Problem description
Under this line are the records; write out word for word the part that begins at the line containing "For a GIS import: Serialize" and ends at the line containing "Map reading. Give", and no more.

▼

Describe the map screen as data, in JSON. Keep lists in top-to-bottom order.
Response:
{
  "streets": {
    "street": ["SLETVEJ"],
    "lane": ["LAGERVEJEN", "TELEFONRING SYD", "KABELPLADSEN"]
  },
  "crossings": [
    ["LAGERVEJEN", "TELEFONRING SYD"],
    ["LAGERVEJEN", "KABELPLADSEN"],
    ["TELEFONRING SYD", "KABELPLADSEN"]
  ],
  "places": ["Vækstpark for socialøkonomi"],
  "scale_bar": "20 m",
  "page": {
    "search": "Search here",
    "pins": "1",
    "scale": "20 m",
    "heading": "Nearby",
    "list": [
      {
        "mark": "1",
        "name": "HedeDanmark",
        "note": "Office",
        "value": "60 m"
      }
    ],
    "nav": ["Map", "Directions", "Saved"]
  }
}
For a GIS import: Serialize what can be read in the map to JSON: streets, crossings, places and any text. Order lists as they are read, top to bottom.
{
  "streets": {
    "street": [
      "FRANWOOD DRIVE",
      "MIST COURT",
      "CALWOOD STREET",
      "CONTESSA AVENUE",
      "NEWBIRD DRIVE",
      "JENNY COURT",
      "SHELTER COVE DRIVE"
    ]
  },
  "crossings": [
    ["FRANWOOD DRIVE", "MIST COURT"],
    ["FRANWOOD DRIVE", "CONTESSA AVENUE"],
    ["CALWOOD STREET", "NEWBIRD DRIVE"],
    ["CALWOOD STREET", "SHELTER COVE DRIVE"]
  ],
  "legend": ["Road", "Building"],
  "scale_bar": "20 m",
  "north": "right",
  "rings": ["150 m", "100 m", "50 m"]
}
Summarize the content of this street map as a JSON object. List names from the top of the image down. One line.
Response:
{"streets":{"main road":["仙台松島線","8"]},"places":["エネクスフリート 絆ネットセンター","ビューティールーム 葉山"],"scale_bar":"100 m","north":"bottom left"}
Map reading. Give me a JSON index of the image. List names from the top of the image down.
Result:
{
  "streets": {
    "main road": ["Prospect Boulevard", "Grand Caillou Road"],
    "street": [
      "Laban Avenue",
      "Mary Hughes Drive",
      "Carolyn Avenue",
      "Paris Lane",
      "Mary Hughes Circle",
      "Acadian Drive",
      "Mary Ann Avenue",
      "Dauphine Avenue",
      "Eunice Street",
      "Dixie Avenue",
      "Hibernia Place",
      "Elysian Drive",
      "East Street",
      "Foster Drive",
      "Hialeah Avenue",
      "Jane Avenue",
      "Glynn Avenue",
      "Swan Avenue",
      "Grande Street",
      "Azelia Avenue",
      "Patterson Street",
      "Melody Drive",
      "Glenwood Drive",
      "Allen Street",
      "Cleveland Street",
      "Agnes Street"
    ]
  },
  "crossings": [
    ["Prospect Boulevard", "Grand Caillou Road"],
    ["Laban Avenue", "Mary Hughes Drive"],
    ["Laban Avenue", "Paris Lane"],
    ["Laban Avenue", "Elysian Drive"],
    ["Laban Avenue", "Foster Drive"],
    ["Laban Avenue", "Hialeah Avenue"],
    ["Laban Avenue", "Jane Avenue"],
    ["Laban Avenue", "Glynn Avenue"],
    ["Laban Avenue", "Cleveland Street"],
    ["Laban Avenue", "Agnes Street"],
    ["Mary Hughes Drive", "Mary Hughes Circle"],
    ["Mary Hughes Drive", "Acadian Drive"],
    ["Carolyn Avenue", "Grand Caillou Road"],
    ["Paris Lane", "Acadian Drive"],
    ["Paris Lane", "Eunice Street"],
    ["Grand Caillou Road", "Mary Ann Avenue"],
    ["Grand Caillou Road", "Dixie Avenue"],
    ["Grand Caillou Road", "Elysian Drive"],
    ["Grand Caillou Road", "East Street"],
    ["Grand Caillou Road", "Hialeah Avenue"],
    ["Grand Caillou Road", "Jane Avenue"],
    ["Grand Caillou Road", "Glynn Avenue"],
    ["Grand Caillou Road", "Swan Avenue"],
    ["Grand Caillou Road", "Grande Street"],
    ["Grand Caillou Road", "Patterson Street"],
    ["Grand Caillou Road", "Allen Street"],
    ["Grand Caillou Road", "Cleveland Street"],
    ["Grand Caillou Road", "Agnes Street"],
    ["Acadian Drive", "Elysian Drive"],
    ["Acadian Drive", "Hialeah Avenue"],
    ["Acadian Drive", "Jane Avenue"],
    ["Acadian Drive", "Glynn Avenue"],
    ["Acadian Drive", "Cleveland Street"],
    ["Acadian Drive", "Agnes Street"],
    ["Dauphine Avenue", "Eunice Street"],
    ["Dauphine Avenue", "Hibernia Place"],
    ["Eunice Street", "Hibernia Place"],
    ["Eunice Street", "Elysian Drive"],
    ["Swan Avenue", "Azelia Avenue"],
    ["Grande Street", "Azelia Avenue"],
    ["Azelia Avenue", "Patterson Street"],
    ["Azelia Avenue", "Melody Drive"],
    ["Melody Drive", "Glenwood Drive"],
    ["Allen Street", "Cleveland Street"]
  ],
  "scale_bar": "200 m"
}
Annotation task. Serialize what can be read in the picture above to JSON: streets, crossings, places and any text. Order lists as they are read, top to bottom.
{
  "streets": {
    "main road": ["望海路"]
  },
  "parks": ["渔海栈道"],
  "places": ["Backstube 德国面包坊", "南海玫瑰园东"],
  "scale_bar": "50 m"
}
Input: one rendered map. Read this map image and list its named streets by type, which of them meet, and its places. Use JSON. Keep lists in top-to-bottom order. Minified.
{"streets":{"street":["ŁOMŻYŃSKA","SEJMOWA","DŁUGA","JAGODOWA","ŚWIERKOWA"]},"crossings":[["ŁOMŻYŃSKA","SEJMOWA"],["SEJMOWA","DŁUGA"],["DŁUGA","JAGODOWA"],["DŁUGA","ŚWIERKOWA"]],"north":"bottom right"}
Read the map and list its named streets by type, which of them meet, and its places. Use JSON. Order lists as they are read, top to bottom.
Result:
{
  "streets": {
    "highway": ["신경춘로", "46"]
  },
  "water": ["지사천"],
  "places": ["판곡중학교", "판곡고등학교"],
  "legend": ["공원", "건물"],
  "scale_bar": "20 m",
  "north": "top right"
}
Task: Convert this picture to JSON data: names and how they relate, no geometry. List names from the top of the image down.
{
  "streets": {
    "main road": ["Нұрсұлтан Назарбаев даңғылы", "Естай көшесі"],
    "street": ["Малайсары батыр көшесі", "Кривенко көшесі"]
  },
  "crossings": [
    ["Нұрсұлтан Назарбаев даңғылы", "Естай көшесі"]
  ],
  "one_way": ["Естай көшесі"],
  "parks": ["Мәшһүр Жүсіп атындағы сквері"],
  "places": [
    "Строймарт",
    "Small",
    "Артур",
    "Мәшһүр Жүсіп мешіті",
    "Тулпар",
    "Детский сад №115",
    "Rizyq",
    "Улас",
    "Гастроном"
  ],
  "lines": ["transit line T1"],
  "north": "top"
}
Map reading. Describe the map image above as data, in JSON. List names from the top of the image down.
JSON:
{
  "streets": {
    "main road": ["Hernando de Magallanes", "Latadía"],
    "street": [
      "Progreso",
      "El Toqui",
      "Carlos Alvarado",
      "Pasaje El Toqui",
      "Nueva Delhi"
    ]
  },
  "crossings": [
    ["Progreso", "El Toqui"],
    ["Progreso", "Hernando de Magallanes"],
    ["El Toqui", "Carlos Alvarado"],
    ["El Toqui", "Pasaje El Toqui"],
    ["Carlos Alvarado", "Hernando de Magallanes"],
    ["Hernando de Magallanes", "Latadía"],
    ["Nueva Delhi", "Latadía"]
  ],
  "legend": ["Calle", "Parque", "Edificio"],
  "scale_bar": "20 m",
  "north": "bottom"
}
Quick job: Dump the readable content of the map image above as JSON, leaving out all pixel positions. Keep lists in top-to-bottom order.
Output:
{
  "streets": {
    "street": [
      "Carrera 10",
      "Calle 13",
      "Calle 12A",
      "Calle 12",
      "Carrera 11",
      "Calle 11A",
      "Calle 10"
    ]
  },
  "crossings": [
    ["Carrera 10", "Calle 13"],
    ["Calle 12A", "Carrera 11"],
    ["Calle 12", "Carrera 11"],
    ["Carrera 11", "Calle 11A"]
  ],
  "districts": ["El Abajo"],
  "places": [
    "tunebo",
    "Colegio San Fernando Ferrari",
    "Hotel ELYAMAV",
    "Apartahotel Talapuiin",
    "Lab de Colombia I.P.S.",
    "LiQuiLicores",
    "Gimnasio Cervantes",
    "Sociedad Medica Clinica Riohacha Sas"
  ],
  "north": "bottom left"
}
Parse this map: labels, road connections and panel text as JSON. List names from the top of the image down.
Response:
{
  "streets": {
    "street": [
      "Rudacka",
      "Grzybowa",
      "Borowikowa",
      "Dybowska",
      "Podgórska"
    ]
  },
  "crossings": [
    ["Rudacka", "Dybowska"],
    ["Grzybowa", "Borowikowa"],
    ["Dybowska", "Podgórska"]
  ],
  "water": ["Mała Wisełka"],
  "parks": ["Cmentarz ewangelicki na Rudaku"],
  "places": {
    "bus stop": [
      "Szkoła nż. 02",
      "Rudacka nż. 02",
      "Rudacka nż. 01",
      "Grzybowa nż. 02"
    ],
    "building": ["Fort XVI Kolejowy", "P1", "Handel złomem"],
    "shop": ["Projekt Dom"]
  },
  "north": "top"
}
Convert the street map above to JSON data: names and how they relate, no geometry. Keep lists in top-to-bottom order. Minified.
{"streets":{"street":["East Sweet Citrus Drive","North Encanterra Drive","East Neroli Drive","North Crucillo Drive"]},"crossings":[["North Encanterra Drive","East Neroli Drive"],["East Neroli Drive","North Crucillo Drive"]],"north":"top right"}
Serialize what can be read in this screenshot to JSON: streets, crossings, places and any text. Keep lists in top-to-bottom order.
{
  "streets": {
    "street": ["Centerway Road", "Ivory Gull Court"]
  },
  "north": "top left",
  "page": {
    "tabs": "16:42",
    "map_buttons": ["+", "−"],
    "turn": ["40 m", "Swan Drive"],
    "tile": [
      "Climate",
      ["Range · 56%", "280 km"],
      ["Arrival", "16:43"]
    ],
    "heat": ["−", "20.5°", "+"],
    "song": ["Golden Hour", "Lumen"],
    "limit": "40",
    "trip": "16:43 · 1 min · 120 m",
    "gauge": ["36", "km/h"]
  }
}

▲

Reply to the task
For a GIS import: Serialize what can be read in the map to JSON: streets, crossings, places and any text. Order lists as they are read, top to bottom.
{
  "streets": {
    "street": [
      "FRANWOOD DRIVE",
      "MIST COURT",
      "CALWOOD STREET",
      "CONTESSA AVENUE",
      "NEWBIRD DRIVE",
      "JENNY COURT",
      "SHELTER COVE DRIVE"
    ]
  },
  "crossings": [
    ["FRANWOOD DRIVE", "MIST COURT"],
    ["FRANWOOD DRIVE", "CONTESSA AVENUE"],
    ["CALWOOD STREET", "NEWBIRD DRIVE"],
    ["CALWOOD STREET", "SHELTER COVE DRIVE"]
  ],
  "legend": ["Road", "Building"],
  "scale_bar": "20 m",
  "north": "right",
  "rings": ["150 m", "100 m", "50 m"]
}
Summarize the content of this street map as a JSON object. List names from the top of the image down. One line.
Response:
{"streets":{"main road":["仙台松島線","8"]},"places":["エネクスフリート 絆ネットセンター","ビューティールーム 葉山"],"scale_bar":"100 m","north":"bottom left"}
Map reading. Give me a JSON index of the image. List names from the top of the image down.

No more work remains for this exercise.